=== Section Start ===
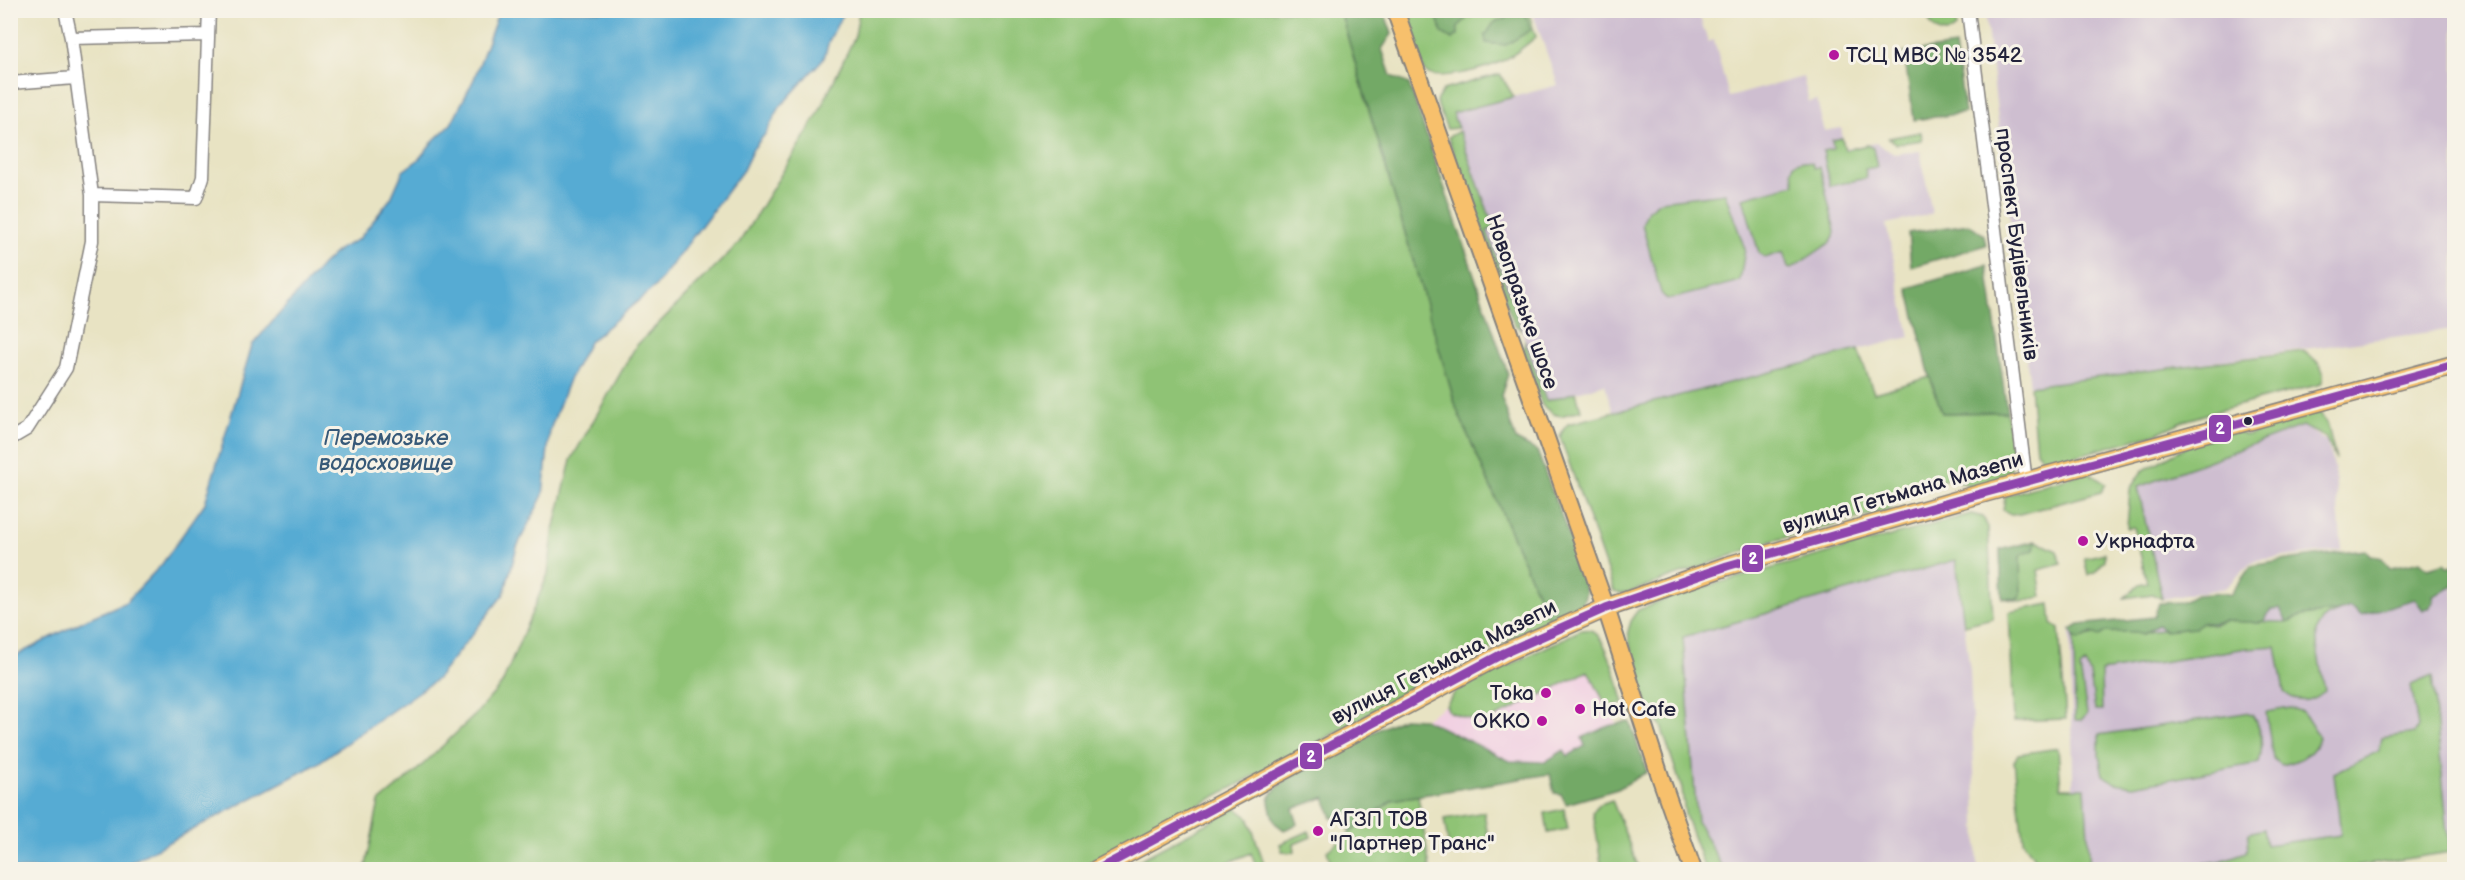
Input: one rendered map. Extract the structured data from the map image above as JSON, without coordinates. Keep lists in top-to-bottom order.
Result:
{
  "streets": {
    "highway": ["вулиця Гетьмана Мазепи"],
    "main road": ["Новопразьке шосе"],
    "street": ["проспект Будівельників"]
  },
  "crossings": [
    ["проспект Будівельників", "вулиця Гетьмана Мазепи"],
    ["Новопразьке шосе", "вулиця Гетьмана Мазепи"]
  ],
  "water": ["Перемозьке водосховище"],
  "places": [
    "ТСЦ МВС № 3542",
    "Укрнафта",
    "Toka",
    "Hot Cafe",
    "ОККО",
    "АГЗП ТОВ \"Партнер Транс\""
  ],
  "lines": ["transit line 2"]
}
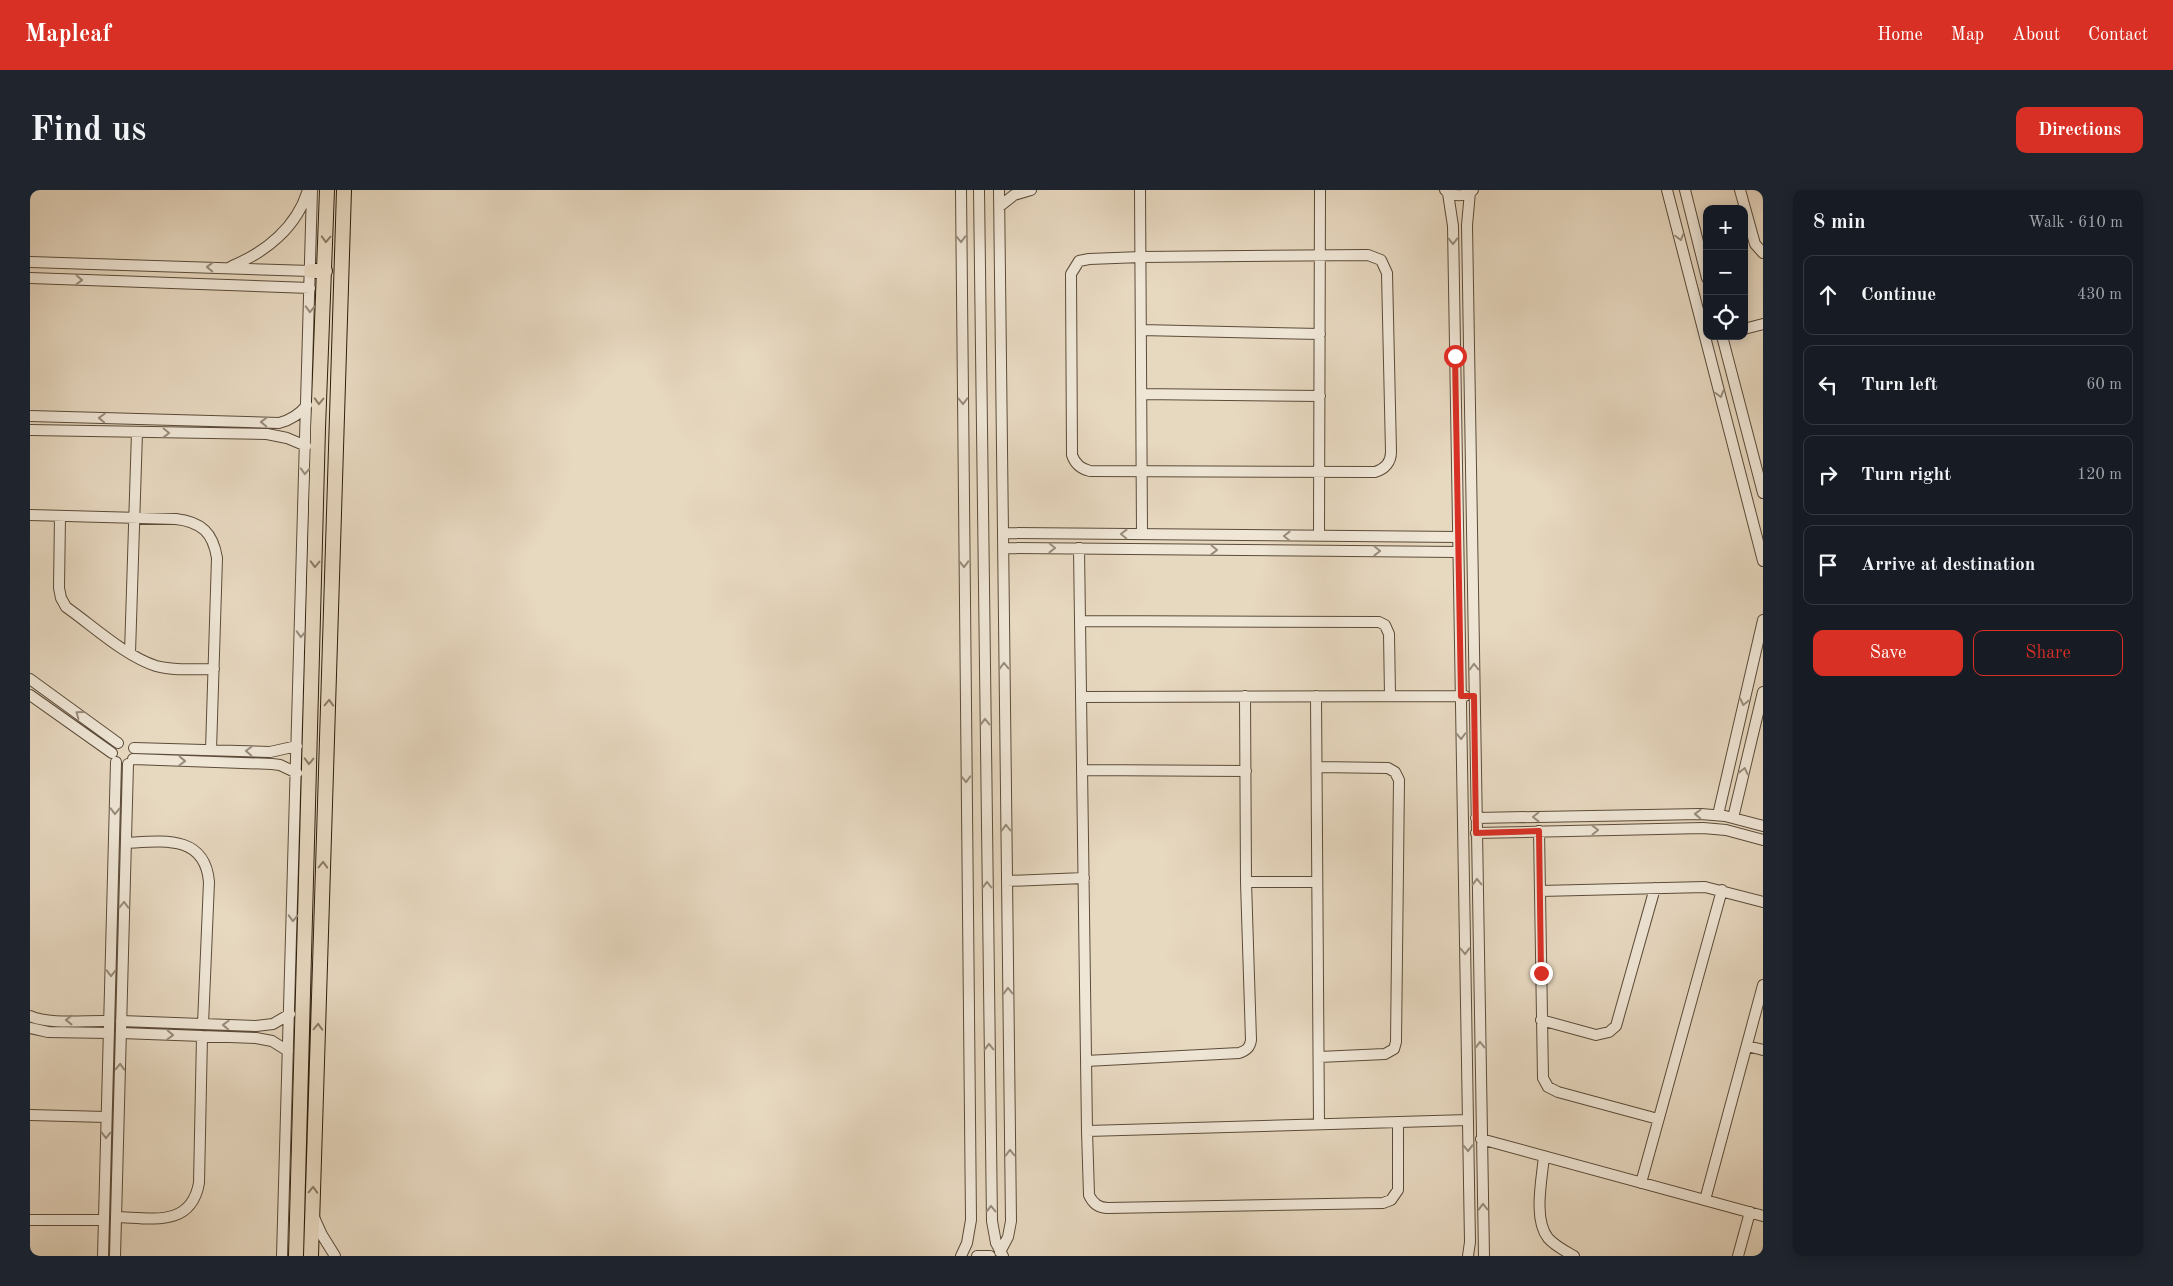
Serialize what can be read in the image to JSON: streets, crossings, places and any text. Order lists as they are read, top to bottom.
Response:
=== Section End ===
Exercise goal: What lines of the material above contain "image"? Return each of them.

Reply to the exercise:
Input: one rendered map. Extract the structured data from the map image above as JSON, without coordinates. Keep lists in top-to-bottom order.
Serialize what can be read in the image to JSON: streets, crossings, places and any text. Order lists as they are read, top to bottom.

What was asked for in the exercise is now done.